### TASK TO CARRY OUT
This task calls for copying every line in the data below that contains the word "bubble".

Collected data entries
^^^^

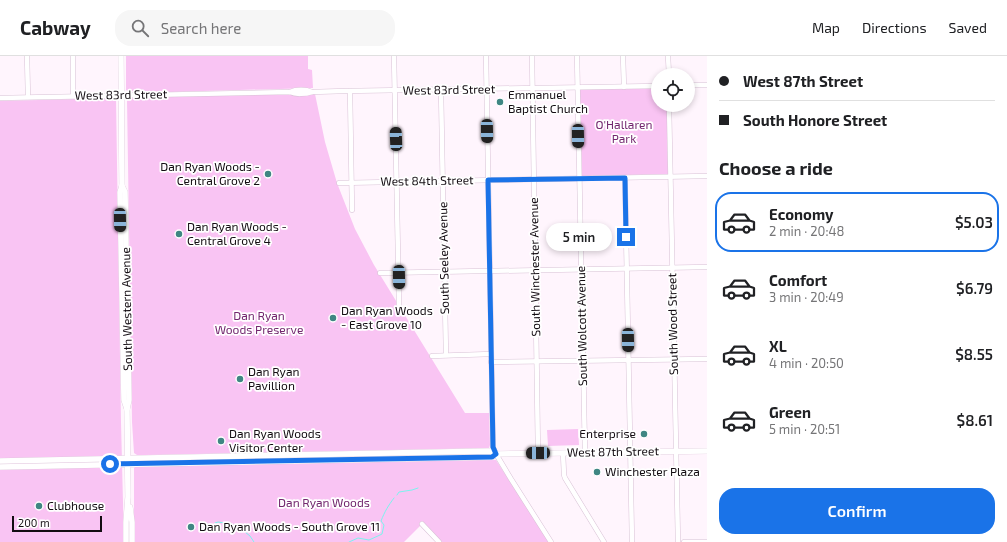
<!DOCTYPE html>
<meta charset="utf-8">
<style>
body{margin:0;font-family:"Exo 2",sans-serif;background:#f6f6f6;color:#202124;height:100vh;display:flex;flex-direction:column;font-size:15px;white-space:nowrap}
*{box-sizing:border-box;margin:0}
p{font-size:13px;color:#757577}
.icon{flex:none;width:22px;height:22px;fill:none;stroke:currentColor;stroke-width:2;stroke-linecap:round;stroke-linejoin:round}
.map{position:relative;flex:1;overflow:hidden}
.sheet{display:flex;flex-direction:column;background:#fff;width:300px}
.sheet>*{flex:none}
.top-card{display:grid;align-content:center;height:88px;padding:0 12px;background:#fff}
.controls{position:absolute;left:651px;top:12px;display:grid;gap:8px}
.controls a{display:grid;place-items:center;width:44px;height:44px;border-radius:50%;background:#fff;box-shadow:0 2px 6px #0003;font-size:20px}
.scale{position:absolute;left:12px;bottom:10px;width:90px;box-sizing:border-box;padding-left:4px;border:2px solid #130c12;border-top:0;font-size:11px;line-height:14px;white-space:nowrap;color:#130c12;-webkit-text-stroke:3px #fff;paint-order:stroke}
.end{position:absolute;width:18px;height:18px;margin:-9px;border:5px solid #1a73e8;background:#fff;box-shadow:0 0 0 2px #fff}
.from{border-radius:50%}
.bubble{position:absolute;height:28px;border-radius:14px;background:#fff;box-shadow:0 2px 6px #0003;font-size:13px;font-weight:600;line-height:28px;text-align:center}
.car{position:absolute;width:12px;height:24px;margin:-12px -6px;border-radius:5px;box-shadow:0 0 3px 1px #0007;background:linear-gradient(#222 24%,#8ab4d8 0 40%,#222 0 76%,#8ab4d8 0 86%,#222 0)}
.top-card b{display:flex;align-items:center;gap:14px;height:38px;font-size:15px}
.top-card b+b{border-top:1px solid #e0e0e0}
.top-card i{width:10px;height:10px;background:#202124}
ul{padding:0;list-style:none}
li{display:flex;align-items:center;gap:12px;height:60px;margin:0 8px 6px;padding:0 4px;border:2px solid transparent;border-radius:16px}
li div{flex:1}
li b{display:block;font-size:15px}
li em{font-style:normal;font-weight:600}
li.selected{border-color:#1a73e8}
li>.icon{width:36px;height:36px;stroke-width:1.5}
h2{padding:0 12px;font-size:18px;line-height:48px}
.cta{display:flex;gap:8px;margin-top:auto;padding:8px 12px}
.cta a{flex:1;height:46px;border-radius:16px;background:#1a73e8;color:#fff;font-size:16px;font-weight:600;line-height:46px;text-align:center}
header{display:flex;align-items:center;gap:24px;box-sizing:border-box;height:56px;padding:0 20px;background:#fff;border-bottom:1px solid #e0e0e0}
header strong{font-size:19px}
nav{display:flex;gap:22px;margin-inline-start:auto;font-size:14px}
.search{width:280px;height:36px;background:#f6f6f6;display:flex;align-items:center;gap:10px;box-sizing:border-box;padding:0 14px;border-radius:16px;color:#757577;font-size:15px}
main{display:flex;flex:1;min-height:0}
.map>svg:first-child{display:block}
.green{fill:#f9c4f3}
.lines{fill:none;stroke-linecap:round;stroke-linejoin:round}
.stream{stroke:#7bf4ee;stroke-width:1}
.minor-casing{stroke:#d9c2d6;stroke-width:5.5}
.major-casing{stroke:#d9c2d6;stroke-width:6}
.minor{stroke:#fff;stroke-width:4.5}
.major{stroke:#fff;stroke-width:5.5}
.route{stroke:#1a73e8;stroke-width:5}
.poi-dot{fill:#3f8683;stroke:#fff;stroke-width:1.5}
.labels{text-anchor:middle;stroke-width:3.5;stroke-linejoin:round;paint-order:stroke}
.street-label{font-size:12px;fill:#130c12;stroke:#fff}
.poi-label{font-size:12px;fill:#130c12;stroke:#fff;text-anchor:start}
.park-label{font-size:12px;fill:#73276f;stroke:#fff}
</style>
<header>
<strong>Cabway</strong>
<div class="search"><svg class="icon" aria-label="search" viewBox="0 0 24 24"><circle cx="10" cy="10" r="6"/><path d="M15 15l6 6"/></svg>Search here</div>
<nav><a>Map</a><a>Directions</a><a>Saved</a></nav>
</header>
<main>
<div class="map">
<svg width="707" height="486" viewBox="0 0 707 486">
<rect width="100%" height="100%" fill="#fff5fd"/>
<g class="green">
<path d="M 126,0 L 308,0 L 308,13 L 312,14 L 313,32 L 169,36 L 128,35 L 126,34 Z"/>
<path d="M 658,32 L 658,49 L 667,49 L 668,118 L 582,120 L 579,36 L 580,34 L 582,33 Z"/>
<path d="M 269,38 L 315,38 L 325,86 L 337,127 L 355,173 L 374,209 L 465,357 L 489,357 L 490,389 L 489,392 L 145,399 L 137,399 L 134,397 L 132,366 L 127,43 L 128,42 Z"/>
<path d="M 116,42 L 121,366 L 124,486 L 0,486 L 0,45 Z"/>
<path d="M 578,373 L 579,389 L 548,390 L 547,374 Z"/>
<path d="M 496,404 L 549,486 L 441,486 L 423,467 L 404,486 L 134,486 L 134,412 L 136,410 Z"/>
</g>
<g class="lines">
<g class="stream">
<path d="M 397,439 L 399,436 L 412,434 L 418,432"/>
<path d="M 215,467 L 218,466 L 225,467 L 230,467 L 235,470 L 240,470 L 245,476 L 250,480 L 254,486"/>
<path d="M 349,486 L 358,482 L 369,484 L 380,479 L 382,478 L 384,469 L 381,465 C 385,455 388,450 394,442"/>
</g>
<defs>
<g id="minor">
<path d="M 27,0 L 28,41"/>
<path d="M 73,0 L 73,40"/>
<path d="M 394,0 L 399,249"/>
<path d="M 486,0 L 493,391 L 496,398 L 511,423 L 551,486"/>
<path d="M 532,0 L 538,397"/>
<path d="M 577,0 L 585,397"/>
<path d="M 623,0 L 624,31"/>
<path d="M 668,0 L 669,19"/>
<path d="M 688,29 L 707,29"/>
<path d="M 441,34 L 446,299"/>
<path d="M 350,35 L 352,154"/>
<path d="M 290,36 C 296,33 306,33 312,36 L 345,35 L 658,30"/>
<path d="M 0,42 L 290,36 C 296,39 306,38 312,36"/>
<path d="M 669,49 L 678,486"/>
<path d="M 625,122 L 632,486"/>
<path d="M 339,127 L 707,120"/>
<path d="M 380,217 L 707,211"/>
<path d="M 432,300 L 491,298"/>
<path d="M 491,306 L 707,303"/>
<path d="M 563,397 L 564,419 L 565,422 L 604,486"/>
<path d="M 422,468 L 439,486"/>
<path d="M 684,486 L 707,486"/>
</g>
<g id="major">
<path d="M 121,0 L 122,130 L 120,136 L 124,344 L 127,353 L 128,441 L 126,466 L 126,486"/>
<path d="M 122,130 L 125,136 L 129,344 L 127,353"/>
<path d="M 0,405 L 490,395 L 496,398"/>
<path d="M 0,411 L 492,401 L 496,398 L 707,395"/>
<path d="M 130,451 L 132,466 L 132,486"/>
</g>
</defs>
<use href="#minor" class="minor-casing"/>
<use href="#major" class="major-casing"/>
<use href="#minor" class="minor"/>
<use href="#major" class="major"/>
</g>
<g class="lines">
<path class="route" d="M 110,408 L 492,401 L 496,398 L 493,391 L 488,124 L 625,122 L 626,181"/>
</g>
<g class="poi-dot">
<circle cx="500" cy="46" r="4"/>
<circle cx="268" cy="118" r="4"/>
<circle cx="179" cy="178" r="4"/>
<circle cx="333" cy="262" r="4"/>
<circle cx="240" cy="323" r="4"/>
<circle cx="644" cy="378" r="4"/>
<circle cx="221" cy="385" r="4"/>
<circle cx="597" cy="416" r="4"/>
<circle cx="39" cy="450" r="4"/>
<circle cx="191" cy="471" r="4"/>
</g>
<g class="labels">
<g class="street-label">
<text transform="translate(449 34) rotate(-1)" y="4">West 83rd Street</text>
<text transform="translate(121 39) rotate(-1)" y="4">West 83rd Street</text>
<text transform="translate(427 125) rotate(-1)" y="4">West 84th Street</text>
<text transform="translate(444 202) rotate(-91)" y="4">South Seeley Avenue</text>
<text transform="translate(535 211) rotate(-91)" y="4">South Winchester Avenue</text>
<text transform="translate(127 253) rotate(-91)" y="4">South Western Avenue</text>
<text transform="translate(673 268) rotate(-91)" y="4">South Wood Street</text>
<text transform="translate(582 270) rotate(-91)" y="4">South Wolcott Avenue</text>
<text transform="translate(613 396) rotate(-1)" y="4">West 87th Street</text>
</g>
<g class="poi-label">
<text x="508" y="43">Emmanuel<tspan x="508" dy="14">Baptist Church</tspan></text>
<text x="260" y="115" text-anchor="end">Dan Ryan Woods -<tspan x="260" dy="14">Central Grove 2</tspan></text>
<text x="187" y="175">Dan Ryan Woods -<tspan x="187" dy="14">Central Grove 4</tspan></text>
<text x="341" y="259">Dan Ryan Woods<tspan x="341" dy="14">- East Grove 10</tspan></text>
<text x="248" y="320">Dan Ryan<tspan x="248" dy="14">Pavillion</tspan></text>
<text x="229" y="382">Dan Ryan Woods<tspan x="229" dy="14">Visitor Center</tspan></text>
<text x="636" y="382" text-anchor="end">Enterprise</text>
<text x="605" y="420">Winchester Plaza</text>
<text x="47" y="454">Clubhouse</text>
<text x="199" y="475">Dan Ryan Woods - South Grove 11</text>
</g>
<g class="park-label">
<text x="624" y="73">O'Hallaren<tspan x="624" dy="14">Park</tspan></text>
<text x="259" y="264">Dan Ryan<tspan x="259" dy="14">Woods Preserve</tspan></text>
<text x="324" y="451">Dan Ryan Woods</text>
</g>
</g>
</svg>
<div class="controls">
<a><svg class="icon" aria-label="locate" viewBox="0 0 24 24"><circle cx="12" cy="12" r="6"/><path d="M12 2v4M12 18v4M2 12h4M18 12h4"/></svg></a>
</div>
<div class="scale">200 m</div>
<i class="end from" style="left:110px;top:408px"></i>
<i class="end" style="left:626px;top:181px"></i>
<div class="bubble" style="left:546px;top:167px;width:66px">5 min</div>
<i class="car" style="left:487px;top:75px;rotate:179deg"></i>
<i class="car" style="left:578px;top:80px;rotate:179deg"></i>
<i class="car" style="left:396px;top:83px;rotate:358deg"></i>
<i class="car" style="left:120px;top:164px;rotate:179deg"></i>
<i class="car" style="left:399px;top:221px;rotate:179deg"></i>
<i class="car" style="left:628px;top:284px;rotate:179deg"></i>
<i class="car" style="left:538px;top:397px;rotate:269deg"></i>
</div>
<section class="sheet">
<div class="top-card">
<b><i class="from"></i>West 87th Street</b>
<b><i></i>South Honore Street</b>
</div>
<h2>Choose a ride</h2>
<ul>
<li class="selected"><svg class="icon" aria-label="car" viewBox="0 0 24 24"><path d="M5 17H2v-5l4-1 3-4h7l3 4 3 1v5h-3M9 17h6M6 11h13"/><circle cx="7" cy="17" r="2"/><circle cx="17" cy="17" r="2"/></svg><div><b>Economy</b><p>2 min · 20:48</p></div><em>$5.03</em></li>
<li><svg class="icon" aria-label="car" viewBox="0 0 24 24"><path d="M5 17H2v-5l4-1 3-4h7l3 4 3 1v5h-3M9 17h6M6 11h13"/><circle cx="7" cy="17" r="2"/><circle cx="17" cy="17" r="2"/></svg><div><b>Comfort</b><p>3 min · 20:49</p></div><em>$6.79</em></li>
<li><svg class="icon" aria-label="car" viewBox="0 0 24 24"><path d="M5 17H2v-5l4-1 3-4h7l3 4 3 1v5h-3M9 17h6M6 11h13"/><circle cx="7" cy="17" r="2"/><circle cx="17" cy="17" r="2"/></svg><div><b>XL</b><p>4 min · 20:50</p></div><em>$8.55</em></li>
<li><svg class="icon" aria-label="car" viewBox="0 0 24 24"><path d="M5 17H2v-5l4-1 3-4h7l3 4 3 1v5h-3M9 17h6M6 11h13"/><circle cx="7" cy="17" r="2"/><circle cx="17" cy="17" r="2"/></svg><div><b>Green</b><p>5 min · 20:51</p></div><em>$8.61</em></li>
</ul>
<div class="cta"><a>Confirm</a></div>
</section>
</main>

^^^^

### SOLUTION
.bubble{position:absolute;height:28px;border-radius:14px;background:#fff;box-shadow:0 2px 6px #0003;font-size:13px;font-weight:600;line-height:28px;text-align:center}
<div class="bubble" style="left:546px;top:167px;width:66px">5 min</div>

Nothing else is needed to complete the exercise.